Suno AI's Bark model in C/C++ for fast text-to-speech
MIT License
630 stars 48 forks source link

example : add WASM example #155

Closed PABannier closed 2 months ago

PABannier commented 2 months ago

Close #154

PABannier commented 2 months ago

The forward pass is taking a very long time. The generation speed to generate a token for Bark-small is 10x longer than when compiled in C++ (5ms vs. 65ms for the semantic encoder for instance). I passed the -O3 flag when compiling with Emscripten. I expected the WASM version to be slower than C++, but not by a factor of 10/20x.

@ggerganov Have you observed something similar with Whisper? Would you happen to have any ideas on speeding up the inference pass?

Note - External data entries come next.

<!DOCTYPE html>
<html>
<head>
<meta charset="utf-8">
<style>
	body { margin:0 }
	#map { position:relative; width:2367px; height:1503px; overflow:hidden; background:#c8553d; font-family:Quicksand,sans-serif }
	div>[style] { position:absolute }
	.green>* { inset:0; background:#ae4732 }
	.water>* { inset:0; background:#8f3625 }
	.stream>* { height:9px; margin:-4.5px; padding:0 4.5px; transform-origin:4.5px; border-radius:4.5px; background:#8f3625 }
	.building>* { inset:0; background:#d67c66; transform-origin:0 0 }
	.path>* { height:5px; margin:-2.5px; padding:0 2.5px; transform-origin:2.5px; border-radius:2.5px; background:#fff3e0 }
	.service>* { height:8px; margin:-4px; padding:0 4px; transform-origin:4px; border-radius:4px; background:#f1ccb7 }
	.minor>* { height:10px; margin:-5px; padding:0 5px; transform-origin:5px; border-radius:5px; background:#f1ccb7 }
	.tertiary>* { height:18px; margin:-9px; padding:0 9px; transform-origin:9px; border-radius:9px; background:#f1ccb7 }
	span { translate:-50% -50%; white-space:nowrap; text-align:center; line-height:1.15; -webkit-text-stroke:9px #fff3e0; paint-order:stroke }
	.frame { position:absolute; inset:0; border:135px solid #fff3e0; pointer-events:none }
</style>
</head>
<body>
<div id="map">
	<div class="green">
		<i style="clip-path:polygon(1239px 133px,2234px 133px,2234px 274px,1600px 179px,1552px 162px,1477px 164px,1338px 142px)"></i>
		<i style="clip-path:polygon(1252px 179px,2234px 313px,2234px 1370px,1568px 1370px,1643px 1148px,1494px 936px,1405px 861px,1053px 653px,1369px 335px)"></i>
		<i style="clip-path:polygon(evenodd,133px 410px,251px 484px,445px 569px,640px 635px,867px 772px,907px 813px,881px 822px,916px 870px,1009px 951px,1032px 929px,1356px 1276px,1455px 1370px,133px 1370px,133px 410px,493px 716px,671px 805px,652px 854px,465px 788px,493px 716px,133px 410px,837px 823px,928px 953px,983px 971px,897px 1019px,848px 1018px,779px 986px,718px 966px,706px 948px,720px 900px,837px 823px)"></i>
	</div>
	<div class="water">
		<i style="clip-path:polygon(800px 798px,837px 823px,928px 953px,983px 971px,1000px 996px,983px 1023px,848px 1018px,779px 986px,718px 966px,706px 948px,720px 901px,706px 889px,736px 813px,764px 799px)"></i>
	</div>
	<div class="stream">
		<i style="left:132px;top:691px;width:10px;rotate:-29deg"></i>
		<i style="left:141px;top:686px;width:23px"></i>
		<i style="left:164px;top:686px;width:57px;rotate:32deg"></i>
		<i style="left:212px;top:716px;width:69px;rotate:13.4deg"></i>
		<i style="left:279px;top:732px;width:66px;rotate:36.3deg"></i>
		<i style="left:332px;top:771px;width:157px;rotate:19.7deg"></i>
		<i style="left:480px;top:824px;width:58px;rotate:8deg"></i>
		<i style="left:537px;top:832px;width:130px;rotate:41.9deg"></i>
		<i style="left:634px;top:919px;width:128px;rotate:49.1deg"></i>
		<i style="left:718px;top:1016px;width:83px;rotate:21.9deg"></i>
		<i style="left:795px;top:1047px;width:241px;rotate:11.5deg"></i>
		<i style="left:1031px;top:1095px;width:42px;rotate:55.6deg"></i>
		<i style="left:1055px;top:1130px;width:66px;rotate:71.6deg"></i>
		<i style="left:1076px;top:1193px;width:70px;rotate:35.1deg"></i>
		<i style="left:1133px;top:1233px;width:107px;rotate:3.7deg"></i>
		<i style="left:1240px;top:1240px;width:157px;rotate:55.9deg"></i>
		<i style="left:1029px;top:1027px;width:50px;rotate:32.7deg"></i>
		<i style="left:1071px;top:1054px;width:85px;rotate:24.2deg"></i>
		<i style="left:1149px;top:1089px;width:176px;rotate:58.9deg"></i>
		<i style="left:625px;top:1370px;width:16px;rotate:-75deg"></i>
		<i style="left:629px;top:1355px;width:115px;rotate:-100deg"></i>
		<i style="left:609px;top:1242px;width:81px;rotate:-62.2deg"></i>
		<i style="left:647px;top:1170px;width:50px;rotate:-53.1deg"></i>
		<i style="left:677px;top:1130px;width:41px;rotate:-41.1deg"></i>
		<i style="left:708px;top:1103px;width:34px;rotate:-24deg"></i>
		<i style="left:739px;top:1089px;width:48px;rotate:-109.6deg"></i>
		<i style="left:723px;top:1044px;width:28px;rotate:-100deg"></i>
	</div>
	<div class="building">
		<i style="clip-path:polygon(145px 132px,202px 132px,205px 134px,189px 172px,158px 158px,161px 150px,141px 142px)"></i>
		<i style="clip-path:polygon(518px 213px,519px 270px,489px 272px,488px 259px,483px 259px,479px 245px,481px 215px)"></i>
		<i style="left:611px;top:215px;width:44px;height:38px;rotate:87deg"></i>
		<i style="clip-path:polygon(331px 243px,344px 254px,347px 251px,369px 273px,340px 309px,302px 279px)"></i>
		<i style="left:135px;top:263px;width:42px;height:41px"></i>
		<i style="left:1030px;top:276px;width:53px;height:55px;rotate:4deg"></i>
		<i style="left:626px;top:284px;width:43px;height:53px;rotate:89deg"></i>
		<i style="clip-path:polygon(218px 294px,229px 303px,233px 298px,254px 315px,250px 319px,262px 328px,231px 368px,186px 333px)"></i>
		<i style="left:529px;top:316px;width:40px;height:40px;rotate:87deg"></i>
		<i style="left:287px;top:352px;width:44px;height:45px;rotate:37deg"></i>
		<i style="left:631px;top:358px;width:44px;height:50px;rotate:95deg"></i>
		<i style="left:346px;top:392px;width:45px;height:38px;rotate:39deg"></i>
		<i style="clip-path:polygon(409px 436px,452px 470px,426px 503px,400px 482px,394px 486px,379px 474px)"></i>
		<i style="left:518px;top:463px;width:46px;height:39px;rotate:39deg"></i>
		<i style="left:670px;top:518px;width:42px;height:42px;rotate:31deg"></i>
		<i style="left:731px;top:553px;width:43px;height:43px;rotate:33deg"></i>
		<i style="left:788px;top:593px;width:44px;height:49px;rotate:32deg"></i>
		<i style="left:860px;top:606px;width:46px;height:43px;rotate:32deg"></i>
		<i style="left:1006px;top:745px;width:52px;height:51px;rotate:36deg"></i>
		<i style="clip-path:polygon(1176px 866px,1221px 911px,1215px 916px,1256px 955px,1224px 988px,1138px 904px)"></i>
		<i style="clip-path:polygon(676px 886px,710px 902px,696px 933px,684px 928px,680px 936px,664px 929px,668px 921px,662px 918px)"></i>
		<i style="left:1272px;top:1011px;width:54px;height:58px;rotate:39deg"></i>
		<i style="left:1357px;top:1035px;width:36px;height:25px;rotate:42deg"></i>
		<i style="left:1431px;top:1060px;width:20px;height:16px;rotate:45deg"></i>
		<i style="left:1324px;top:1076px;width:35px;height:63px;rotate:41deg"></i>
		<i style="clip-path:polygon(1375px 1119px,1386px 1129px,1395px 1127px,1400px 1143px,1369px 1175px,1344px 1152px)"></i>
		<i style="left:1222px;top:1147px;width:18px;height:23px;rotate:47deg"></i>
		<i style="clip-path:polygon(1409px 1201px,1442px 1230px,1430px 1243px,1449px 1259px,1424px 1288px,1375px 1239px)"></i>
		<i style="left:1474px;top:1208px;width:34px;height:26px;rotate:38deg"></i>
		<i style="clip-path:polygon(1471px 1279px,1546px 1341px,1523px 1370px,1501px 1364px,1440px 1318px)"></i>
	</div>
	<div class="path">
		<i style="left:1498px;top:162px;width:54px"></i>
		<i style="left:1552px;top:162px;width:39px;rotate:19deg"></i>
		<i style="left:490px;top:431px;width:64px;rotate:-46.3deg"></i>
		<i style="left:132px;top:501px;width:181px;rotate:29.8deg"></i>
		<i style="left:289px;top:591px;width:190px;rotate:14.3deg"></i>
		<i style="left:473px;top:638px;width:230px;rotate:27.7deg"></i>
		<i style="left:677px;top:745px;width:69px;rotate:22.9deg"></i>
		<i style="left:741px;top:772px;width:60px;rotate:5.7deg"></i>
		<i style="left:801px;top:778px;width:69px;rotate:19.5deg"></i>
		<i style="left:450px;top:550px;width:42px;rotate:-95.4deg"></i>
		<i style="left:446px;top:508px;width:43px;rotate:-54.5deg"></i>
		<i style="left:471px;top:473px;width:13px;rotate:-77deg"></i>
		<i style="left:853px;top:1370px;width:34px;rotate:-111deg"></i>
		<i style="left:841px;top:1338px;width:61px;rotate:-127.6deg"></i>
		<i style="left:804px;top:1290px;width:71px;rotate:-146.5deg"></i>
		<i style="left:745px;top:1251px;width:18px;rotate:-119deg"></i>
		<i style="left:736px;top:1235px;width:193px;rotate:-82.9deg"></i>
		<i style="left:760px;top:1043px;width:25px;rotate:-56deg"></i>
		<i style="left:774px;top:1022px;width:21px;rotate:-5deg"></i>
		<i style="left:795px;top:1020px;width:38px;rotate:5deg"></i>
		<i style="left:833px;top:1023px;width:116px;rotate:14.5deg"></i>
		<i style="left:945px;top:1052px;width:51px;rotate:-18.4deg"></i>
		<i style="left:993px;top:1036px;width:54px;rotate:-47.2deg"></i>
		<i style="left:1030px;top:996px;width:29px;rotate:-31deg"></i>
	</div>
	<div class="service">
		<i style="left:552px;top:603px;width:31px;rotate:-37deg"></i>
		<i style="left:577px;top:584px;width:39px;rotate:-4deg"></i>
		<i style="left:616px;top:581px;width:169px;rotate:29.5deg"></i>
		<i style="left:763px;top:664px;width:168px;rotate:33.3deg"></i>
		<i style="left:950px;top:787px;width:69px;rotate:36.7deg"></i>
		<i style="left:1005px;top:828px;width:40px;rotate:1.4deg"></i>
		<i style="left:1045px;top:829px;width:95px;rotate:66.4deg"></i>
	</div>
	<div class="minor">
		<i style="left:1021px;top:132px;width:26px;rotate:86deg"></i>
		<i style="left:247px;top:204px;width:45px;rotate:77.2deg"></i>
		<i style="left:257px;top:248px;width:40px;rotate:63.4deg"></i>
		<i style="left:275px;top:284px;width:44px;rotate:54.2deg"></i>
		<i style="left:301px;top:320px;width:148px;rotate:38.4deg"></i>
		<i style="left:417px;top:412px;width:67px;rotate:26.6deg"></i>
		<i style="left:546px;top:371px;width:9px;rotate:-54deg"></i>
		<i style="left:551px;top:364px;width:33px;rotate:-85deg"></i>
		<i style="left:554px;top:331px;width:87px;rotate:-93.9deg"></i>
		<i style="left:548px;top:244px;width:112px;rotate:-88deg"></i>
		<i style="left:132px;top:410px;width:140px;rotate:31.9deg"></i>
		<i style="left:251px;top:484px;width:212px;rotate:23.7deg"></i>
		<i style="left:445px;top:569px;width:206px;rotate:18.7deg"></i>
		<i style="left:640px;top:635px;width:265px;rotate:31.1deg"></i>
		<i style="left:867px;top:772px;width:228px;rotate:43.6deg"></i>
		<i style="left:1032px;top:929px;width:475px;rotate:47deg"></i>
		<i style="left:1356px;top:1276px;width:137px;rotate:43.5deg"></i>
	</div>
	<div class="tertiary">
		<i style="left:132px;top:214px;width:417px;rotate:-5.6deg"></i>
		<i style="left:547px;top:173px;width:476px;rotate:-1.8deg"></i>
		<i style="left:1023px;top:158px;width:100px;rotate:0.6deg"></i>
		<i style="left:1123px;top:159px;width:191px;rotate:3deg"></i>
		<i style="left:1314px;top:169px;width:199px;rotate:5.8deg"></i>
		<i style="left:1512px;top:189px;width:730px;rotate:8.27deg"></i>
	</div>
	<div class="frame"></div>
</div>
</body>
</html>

ggerganov commented 2 months ago

There are WASM_SIMD implementations only for the matrix multiplication op. If there are other ops in Bark that require significant compute, they might become bottleneck when using WASM

Overall, WASM performance is not great. For example, I compare whisper small encoder on my M1 Pro, using only CPU (i.e. without Metal and without Accelerate CBLAS) and the C++ version is 10x faster than the web-version:

WHISPER_NO_METAL=1 WHISPER_NO_ACCELERATE=1 make -j
./bench -m models/ggml-small.bin -t 8

whisper_print_timings:   encode time =  1255.23 ms /     1 runs ( 1255.23 ms per run)

The web-version is here: https://whisper.ggerganov.com/bench/

whisper_print_timings:   encode time = 13947.06 ms /     1 runs (13947.06 ms per run)
PABannier commented 2 months ago

@ggerganov Understood. So using Bark with WASM is probably not the right idea as the model is still very computationally intensive. I'll focus on supporting Metal and cuBLAS then. Thanks!